I met with the same group of students a few months later, whilst running a workshop on product photography in the Blackburn University studio. A nice bunch, but rather quiet.
And a few months after that, I saw a facebook post from Helen, asking if anyone knew of a local studio she could hire, as the university studio was over subscribed. Deadlines looming, and all that! And that was how we started working together.
Helen’s first visit was to get some course work completed. She quietly got on with the required work, staging her products and adjusting her lights. She occasionally asked for advice or feedback on her image, but other than that, she seemed very quiet.
After her shoot, we spoke of her composition and how she might improve her lighting, although the conversation quickly came around to dance photography. The contrast in her demeanour when talking about dance photography, rather than uni work, was quite stark.
This was a subject she was totally immersed in. It wasn’t a fleeting interest, and at that point, she hadn’t really fleshed out her goals as a career photographer. It was something she loved photographing, not necessarily for herself, as whenever she talked about dance photography, it was always about what the dancers were capable of. How they pushed her abilities, driving her to improve her skill and craft. And how she strived to help bring out the best in her dancers.
After each session in the studio, she would ask me to go through her images. Questions, always questions. “How do I change that?”, “Why does that happen?”, What should I do differently?”
Helen was rarely satisfied with her images. The best from a session was always her starting point for improvement for the next session. She soon started concentrating on the lighting, and how it affected the mood of the image. How she could influence the texture and emphasis of a dancer’s shape, making it subtle or dramatic. She started paying more attention to my own portfolio, asking how she could transfer a particular lighting style to her dance work. She was absolutely relentless!

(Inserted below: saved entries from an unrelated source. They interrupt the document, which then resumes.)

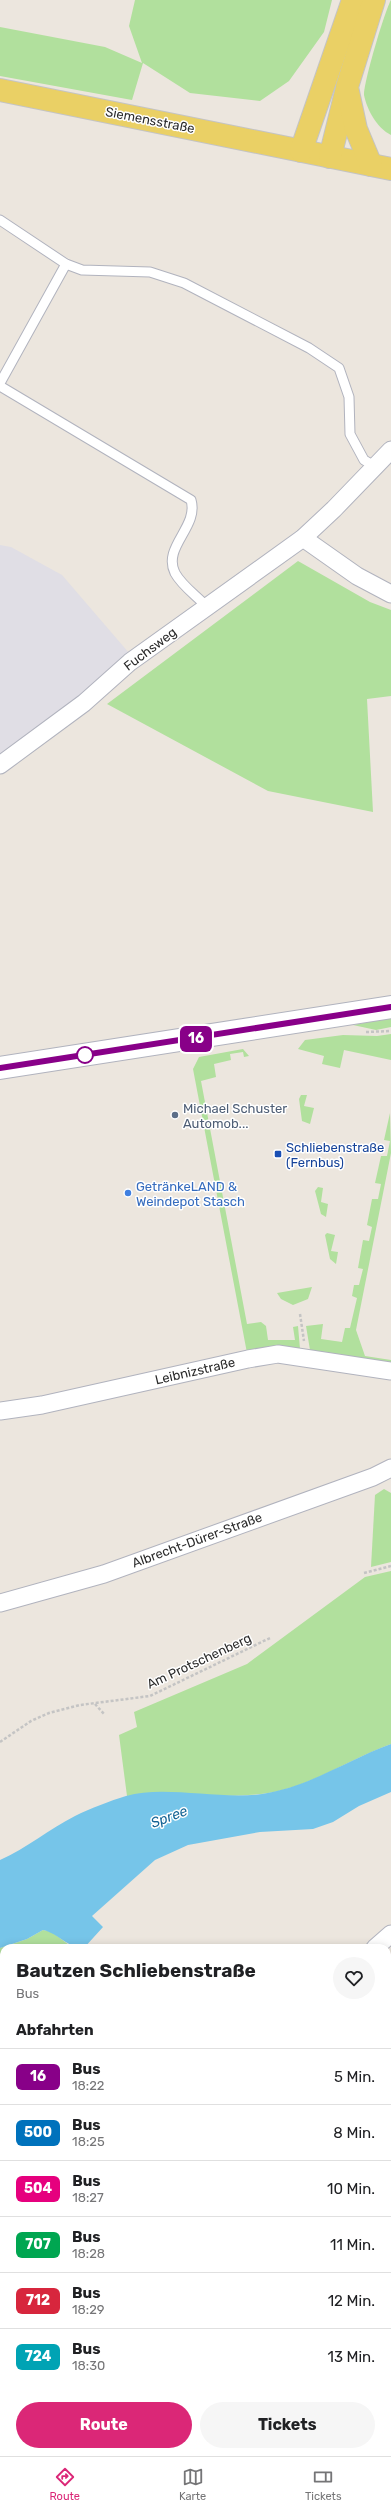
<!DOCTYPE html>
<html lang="de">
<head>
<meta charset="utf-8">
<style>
	:root { --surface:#fff; --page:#f6f6f6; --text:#202124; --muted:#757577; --line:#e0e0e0; --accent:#db2777 }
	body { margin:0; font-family:Rubik,sans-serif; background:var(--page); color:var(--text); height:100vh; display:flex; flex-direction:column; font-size:15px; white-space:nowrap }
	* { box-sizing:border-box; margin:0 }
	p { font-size:13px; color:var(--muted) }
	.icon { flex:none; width:22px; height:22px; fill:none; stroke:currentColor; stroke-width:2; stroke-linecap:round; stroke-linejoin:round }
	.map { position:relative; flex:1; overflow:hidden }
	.sheet { position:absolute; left:0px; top:1944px; width:391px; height:512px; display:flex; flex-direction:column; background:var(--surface); border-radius:12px 12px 0 0; box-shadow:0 2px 10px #0003 }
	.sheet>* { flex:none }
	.badge { padding:0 8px; border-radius:6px; font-size:14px; line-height:26px }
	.map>.badge { position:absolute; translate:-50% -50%; box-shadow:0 0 0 2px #fff }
	h2 { padding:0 16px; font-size:15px; line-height:36px }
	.round { display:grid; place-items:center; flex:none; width:42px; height:42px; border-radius:21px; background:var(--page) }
	.overview { display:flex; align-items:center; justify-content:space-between; height:68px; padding:0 16px }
	h1 { font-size:19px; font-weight:700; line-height:30px }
	.action { display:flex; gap:8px; margin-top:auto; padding:8px 16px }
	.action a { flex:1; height:46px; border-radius:24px; background:var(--accent); color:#fff; font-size:16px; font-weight:700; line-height:46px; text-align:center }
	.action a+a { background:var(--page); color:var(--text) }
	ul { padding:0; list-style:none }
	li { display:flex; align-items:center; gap:12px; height:56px; padding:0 16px; border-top:1px solid var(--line) }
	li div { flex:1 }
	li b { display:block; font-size:15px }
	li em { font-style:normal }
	li .badge { min-width:44px; font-weight:700; text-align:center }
	.dock { display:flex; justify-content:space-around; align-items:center; height:56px; border-top:1px solid var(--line); background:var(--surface); font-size:11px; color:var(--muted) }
	.dock a { display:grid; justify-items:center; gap:2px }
	.dock .active { color:var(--accent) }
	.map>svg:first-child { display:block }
	.industrial { fill:#e0dee5 }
	.green { fill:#b1e09d }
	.water { fill:#76c5e9 }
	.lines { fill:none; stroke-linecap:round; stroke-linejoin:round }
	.service-casing { stroke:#b1b3be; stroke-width:11 }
	.minor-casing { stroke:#b1b3be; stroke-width:19 }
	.secondary-casing { stroke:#b1b3be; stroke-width:24 }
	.primary-casing { stroke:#c4c4c4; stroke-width:24 }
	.path { stroke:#c4c4c4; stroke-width:2.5; stroke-dasharray:3 2; stroke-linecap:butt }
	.service { stroke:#fff; stroke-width:9 }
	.minor { stroke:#fff; stroke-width:17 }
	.secondary { stroke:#fff; stroke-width:22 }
	.primary { stroke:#ead065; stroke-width:22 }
	.line-casing { stroke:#fff; stroke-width:9 }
	.line { stroke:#808; stroke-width:6 }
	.stop-dot { fill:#fff; stroke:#808; stroke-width:2 }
	.service-dot { fill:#5c6f8a; stroke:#fff; stroke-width:1.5 }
	.transit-dot { fill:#1a4fb4; stroke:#fff; stroke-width:1.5 }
	.shop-dot { fill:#3f7fe0; stroke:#fff; stroke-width:1.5 }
	.labels { text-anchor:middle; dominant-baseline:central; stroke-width:3; stroke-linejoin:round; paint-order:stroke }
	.street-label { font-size:13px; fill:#2b2b2b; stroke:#fff }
	.service-label { font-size:13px; fill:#4e5e75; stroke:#fff; text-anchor:start }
	.transit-label { font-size:13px; fill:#164399; stroke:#fff; text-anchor:start }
	.shop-label { font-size:13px; fill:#366cbe; stroke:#fff; text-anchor:start }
	.water-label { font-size:14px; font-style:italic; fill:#146495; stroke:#fff }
</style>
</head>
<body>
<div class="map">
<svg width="391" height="2456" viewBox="0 0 391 2456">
	<rect width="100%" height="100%" fill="#ece6de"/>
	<!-- industrial -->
	<polygon class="industrial" points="0,545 11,547 62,575 129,653 47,723 0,758"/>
	<!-- green -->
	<g class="green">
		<polygon points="135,0 332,0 324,32 289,81 260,101 190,93 143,63 132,100 0,76 0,27 105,47 142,63 129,26"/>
		<path d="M391,0V135C377,128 367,110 364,95C363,84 385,10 391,0Z"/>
		<polygon points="298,561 370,602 391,610 391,696 367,699 373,812 268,791 107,704"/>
		<polygon points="391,1018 391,1027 376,1030 353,1025"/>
		<polygon points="391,1034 391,1060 344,1050 340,1068 322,1064 324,1056 298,1049 305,1040 343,1035 377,1036"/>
		<polygon points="243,1049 249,1056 244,1057 243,1052 230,1054 231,1060 214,1064 216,1077 201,1081 247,1324 261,1322 266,1326 268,1340 295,1340 293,1327 298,1326 300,1349 247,1353 193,1069 199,1057"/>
		<polygon points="301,1095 307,1095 304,1106 314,1108 310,1124 302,1121 299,1099"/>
		<polygon points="390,1113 391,1153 356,1330 365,1356 391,1360 391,1365 310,1350 306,1326 323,1324 321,1339 342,1342 345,1328 350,1328 357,1298 352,1296 354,1285 359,1285 363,1269 358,1268 363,1240 369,1241 372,1227 367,1225 372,1199 378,1199 381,1184 375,1183 381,1156 387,1156 390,1141 384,1140"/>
		<polygon points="318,1187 323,1188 321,1202 328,1204 326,1217 321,1214 315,1191"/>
		<polygon points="327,1233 335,1235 331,1251 338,1252 336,1264 330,1259 325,1235"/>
		<polygon points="312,1287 308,1299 293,1305 281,1299 277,1293"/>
		<polygon points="384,1489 391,1493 391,1562 371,1567 375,1495"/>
		<path d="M391,1571V1744C347,1760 308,1789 261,1794C216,1799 172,1791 127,1796L119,1735L137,1727L134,1712L247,1664L365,1577Z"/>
		<polygon points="43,1930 52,1932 73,1948 4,1948 4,1978 0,1979 0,1948 27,1939"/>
		<polygon points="391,2002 391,2108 387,2107 387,2005"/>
		<polygon points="4,2036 4,2074 0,2075 0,2037"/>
		<polygon points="4,2107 4,2188 0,2183 0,2108"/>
	</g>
	<!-- water -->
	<path class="water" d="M391,1744V1792L359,1806L333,1822L313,1829L260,1832L188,1845L155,1860L92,1916L103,1927L84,1948C67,1948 60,1934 43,1930L27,1939L0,1948V1860C27,1848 49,1829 75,1816C91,1808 110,1801 126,1796C164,1785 220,1800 262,1794C309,1787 347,1760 391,1744Z"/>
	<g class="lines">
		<!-- service casing -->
		<g class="service-casing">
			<g id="service">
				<polyline points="0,220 66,264 82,270 150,272 184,283 309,348 339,368 349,397 350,434 364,460 376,467"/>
				<polyline points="0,383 66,264"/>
				<path d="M0,386L191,500C199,527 162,547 175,573C182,586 197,596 207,607"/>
				<polyline points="387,2314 391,2316"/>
			</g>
		</g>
		<!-- minor casing -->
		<g class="minor-casing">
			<g id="minor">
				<polyline points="303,538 357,576 391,594"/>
				<polyline points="0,765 84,703 130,662 303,538 334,509 391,450"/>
				<polyline points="0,1411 42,1405 248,1359 278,1354 391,1371"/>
				<polyline points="0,1603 104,1574 373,1477 391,1468"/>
				<polyline points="375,1948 391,1934"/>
				<polyline points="0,2029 4,2028"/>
				<polyline points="387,2179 391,2175"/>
				<polyline points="387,2252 391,2253"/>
				<polyline points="0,2295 4,2293"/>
				<polyline points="360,2452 370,2456"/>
				<polyline points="209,2456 210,2452"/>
			</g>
		</g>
		<!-- secondary casing -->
		<g class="secondary-casing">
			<polyline id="secondary" points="0,1068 391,1007"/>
		</g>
		<!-- primary casing -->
		<g class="primary-casing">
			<g id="primary">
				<polyline points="0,90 391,169"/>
				<polyline points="301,151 353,0"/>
				<polyline points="330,157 346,92"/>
				<polyline points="371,165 356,129 347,87 374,0"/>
			</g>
		</g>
		<!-- path -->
		<g class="path">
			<polyline points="366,1032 391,1031"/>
			<polyline points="300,1314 304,1341"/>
			<polyline points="364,1573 391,1566"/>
			<polyline points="95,1704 104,1714"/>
			<polyline points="0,1742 31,1721 49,1713 80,1705 150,1696 270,1638"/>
			<polyline points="0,1982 4,1981"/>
			<polyline points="0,2081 4,2080"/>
			<polyline points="387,2090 391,2090"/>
			<polyline points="0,2102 4,2102"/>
			<polyline points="387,2373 391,2359"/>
			<polyline points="59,2456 59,2452"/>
			<polyline points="317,2456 319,2452"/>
		</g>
		<!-- service -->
		<use href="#service" class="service"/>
		<!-- minor -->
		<use href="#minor" class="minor"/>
		<!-- secondary -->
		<use href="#secondary" class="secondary"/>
		<!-- primary -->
		<use href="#primary" class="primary"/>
	</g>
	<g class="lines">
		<!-- line casing -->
		<g class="line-casing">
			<polyline id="line" points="0,1068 391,1007"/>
		</g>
		<!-- line -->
		<use href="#line" class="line"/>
	</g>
	<!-- markers -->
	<circle class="stop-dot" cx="85" cy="1055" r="8"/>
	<circle class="service-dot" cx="175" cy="1115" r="4"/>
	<rect class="transit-dot" x="274" y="1150" width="8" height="8" rx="2"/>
	<circle class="shop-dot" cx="128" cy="1193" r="4"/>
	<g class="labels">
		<!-- street labels -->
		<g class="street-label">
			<text transform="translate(150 120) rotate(11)">Siemensstraße</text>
			<text transform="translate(150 649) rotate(-37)">Fuchsweg</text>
			<text transform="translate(195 1371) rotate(-13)">Leibnizstraße</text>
			<text transform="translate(197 1540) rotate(-20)">Albrecht-Dürer-Straße</text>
			<text transform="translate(199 1661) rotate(-25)">Am Protschenberg</text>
		</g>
		<!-- service labels -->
		<g class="service-label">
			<text x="183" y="1108">Michael Schuster<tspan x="183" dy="15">Automob...</tspan></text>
		</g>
		<!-- transit labels -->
		<g class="transit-label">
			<text x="286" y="1147">Schliebenstraße<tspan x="286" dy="15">(Fernbus)</tspan></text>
		</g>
		<!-- shop labels -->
		<g class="shop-label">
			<text x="136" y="1186">GetränkeLAND &amp;<tspan x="136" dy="15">Weindepot Stasch</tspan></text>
		</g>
		<!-- water labels -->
		<g class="water-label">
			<text transform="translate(169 1817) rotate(-21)">Spree</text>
		</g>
	</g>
</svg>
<b class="badge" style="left:196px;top:1039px;background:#808;color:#fff">16</b>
<section class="sheet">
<div class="overview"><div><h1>Bautzen Schliebenstraße</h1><p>Bus</p></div><a class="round"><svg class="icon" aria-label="heart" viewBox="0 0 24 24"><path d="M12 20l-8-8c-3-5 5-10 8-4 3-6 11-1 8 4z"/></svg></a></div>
<h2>Abfahrten</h2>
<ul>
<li><span class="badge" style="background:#808;color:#fff">16</span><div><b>Bus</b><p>18:22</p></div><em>5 Min.</em></li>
<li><span class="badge" style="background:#0072bc;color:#fff">500</span><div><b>Bus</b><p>18:25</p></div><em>8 Min.</em></li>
<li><span class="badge" style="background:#e6007e;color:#fff">504</span><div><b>Bus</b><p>18:27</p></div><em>10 Min.</em></li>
<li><span class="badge" style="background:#00a651;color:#fff">707</span><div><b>Bus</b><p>18:28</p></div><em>11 Min.</em></li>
<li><span class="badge" style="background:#d7263d;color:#fff">712</span><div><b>Bus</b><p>18:29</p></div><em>12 Min.</em></li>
<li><span class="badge" style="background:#00a3b4;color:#fff">724</span><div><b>Bus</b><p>18:30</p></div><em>13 Min.</em></li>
</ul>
<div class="action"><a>Route</a><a>Tickets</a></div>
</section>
</div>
<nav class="dock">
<a class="active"><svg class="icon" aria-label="directions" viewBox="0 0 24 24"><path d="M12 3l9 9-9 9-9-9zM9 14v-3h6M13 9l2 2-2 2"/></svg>Route</a>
<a><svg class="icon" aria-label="map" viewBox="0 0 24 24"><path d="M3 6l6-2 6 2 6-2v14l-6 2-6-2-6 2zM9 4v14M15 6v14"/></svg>Karte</a>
<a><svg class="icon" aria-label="tickets" viewBox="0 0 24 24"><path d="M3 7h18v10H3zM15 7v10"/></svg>Tickets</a>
</nav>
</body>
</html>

From there, she took her studio work to the dance schools and competitions. Creating the same quality images on location with a portable studio. She strove to create images that were indistinguishable from the quality images she had been creating in the studio environment, dispelling the myth that mobile studio dance images had to be somewhat flat and boring.
After that, it was “Can we take it outside?”
So, I end up ankle deep in water, or mud, or something I’d rather not look too closely at.
We’ve worked closely together for three and a half years. And no matter who’s client it is, or where it is, we work together
Looking back, I still find it surprising how this rather quiet and shy young woman has driven herself to become a leading example of her craft, particularly given the fact she was originally told, she wouldn’t have a career as a dance photographer. Well, not only has she proven otherwise, but she’s become a source of inspiration to others, and frequently copied, although without the care and attention to detail that’s found in Helen’s work.
She’s certainly come a long way, and is still pushing to go further. Questions, always bloody questions!
Does she still need me? Of course! I get to carry her bags and prep her camera as she sets her lights.
It’s been a hell of a ride, and we ain’t done yet.